**TO DO**
Please list all lines of the material below in which the string "turn" occurs.

*** SOURCE MATERIAL Section Begins ***

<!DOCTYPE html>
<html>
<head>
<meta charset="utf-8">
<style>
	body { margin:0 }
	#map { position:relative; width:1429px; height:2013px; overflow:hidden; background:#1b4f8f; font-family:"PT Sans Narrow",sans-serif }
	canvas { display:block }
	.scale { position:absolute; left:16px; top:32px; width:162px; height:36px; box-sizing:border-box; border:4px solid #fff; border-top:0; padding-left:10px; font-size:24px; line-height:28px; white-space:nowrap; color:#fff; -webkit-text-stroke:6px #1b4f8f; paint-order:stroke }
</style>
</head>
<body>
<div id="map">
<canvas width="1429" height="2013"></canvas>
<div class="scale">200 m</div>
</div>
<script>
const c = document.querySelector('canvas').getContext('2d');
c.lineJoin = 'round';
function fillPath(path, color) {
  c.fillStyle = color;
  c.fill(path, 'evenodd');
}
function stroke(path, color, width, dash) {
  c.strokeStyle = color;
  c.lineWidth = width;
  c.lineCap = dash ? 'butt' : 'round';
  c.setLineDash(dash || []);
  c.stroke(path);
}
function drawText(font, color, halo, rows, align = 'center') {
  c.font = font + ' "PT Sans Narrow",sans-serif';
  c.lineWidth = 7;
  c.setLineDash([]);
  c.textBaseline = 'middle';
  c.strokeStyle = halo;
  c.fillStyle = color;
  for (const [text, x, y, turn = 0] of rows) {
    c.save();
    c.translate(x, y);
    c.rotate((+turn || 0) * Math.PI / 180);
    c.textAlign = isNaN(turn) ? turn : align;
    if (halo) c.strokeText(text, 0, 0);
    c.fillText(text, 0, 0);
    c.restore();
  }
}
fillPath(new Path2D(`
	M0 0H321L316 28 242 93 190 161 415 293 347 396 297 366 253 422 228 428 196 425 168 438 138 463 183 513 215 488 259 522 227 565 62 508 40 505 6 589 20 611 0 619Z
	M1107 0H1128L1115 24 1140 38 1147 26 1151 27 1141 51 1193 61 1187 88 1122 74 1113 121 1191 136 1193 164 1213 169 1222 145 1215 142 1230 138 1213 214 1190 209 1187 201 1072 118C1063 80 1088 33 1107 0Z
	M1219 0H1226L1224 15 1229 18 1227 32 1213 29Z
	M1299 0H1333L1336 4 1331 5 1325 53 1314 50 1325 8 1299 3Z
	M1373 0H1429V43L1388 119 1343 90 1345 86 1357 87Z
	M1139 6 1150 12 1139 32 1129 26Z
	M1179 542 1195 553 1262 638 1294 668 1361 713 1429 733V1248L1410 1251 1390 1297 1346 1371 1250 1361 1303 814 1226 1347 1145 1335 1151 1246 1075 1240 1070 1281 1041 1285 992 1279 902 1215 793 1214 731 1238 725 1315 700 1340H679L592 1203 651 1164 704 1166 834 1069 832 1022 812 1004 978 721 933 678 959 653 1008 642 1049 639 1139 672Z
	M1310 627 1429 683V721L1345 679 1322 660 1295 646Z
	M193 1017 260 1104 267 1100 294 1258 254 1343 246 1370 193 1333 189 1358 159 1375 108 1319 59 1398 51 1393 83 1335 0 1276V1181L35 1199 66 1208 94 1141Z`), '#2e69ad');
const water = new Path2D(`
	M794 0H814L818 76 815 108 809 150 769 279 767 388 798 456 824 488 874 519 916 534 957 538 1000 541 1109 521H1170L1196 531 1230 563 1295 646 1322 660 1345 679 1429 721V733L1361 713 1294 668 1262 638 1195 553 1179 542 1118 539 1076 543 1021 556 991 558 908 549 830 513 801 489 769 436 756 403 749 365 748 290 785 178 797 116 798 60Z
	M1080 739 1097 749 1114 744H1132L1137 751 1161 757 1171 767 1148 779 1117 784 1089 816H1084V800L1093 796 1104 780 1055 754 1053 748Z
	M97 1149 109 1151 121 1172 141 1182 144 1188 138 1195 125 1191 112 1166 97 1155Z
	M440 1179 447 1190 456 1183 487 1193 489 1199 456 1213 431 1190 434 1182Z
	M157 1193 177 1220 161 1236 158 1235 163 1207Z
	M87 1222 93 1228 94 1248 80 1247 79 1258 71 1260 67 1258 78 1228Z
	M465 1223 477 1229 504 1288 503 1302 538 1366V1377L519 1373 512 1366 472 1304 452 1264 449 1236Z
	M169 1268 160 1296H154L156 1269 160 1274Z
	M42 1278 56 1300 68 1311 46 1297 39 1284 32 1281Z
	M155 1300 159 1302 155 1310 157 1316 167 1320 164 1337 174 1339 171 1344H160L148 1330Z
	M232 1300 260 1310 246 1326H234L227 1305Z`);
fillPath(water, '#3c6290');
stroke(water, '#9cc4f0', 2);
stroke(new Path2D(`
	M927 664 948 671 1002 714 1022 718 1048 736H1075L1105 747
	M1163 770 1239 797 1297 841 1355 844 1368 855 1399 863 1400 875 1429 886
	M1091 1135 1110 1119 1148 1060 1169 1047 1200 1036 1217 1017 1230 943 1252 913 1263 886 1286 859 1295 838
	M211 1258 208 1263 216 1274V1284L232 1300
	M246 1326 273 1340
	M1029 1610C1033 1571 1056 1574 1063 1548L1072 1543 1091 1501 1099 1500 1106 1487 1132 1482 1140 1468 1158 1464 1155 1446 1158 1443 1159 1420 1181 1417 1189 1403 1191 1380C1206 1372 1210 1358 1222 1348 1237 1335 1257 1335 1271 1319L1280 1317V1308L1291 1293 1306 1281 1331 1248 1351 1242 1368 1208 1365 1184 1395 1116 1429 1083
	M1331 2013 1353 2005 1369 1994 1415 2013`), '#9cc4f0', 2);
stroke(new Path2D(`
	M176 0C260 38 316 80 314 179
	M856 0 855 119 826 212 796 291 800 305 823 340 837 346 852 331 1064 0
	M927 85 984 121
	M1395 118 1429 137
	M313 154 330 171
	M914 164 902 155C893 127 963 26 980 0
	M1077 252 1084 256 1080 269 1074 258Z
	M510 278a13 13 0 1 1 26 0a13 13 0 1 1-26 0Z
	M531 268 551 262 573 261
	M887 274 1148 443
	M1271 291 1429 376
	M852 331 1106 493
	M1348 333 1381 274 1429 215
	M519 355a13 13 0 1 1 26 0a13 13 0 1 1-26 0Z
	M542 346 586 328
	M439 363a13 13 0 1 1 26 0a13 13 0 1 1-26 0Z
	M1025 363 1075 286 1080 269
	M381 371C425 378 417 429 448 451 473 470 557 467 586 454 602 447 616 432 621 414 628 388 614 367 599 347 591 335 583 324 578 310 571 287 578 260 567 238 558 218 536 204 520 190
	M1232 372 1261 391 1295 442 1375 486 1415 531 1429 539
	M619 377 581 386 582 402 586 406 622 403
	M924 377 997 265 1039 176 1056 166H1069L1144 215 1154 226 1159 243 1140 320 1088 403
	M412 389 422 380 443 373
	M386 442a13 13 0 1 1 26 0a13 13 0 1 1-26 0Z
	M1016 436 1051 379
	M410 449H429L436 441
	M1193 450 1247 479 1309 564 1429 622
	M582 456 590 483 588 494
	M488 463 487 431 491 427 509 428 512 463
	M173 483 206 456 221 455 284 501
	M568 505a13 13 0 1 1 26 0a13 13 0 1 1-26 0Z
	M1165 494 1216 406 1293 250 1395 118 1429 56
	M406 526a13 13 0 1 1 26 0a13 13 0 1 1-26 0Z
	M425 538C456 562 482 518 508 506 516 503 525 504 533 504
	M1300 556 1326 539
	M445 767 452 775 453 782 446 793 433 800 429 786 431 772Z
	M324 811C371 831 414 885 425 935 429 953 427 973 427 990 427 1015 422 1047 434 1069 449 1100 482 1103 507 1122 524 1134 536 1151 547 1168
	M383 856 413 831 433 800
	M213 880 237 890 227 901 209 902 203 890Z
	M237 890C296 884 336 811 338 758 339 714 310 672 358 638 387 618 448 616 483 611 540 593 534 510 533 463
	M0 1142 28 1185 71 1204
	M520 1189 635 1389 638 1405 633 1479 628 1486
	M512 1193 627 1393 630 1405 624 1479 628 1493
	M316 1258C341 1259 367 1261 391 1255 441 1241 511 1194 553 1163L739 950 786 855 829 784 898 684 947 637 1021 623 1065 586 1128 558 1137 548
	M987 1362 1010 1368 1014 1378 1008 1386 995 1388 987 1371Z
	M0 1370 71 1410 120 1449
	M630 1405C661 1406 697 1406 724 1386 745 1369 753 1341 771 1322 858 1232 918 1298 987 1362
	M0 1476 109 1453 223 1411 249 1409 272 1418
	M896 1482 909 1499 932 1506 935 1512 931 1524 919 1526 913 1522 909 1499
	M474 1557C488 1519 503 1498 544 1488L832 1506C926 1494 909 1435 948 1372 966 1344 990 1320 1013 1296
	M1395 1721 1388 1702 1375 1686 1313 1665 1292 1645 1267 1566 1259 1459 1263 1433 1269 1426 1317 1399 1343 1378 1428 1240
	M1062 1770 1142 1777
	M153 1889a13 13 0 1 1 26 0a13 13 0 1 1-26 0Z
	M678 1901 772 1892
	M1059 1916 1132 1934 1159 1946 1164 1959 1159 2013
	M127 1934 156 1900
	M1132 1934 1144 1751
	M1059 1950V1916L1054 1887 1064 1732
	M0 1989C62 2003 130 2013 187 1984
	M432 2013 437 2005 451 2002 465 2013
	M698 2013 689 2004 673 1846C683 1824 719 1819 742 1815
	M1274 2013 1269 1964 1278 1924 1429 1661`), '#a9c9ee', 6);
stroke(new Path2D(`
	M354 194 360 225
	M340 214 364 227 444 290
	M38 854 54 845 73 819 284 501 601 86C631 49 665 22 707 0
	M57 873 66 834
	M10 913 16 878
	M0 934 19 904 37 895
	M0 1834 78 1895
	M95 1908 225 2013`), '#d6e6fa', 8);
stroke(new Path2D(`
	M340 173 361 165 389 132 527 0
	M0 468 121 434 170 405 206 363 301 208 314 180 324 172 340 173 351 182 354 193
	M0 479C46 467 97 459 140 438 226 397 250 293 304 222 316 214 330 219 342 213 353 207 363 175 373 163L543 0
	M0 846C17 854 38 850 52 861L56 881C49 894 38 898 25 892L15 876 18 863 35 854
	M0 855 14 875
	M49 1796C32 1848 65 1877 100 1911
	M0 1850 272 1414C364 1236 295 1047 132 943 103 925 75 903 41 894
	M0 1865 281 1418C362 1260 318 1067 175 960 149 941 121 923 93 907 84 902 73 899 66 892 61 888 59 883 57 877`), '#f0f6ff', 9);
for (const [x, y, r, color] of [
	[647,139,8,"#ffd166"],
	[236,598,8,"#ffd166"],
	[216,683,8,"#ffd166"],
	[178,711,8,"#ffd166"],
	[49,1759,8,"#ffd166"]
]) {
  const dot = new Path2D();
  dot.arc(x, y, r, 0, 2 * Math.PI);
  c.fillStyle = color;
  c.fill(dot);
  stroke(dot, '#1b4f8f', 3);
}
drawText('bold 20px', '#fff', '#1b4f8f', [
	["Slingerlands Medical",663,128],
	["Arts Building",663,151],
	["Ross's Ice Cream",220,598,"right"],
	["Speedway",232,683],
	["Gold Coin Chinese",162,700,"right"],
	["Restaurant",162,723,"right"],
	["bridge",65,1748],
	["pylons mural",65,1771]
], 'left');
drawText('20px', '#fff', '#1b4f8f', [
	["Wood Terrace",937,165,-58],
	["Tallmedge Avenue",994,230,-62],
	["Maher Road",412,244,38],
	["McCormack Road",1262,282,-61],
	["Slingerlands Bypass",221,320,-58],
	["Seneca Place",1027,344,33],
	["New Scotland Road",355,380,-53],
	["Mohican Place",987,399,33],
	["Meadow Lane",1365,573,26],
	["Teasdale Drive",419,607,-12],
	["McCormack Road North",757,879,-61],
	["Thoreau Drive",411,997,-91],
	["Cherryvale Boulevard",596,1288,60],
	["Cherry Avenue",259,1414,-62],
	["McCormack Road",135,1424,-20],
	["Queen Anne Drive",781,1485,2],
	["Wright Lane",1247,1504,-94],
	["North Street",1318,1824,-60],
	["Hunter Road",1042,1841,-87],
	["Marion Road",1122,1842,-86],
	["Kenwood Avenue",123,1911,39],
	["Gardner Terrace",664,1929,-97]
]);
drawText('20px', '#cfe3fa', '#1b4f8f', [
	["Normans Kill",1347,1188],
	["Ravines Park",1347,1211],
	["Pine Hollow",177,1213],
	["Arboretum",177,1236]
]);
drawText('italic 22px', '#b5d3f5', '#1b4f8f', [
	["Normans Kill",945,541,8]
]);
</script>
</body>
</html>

*** SOURCE MATERIAL Section Ends ***

**REPLY**
  for (const [text, x, y, turn = 0] of rows) {
    c.rotate((+turn || 0) * Math.PI / 180);
    c.textAlign = isNaN(turn) ? turn : align;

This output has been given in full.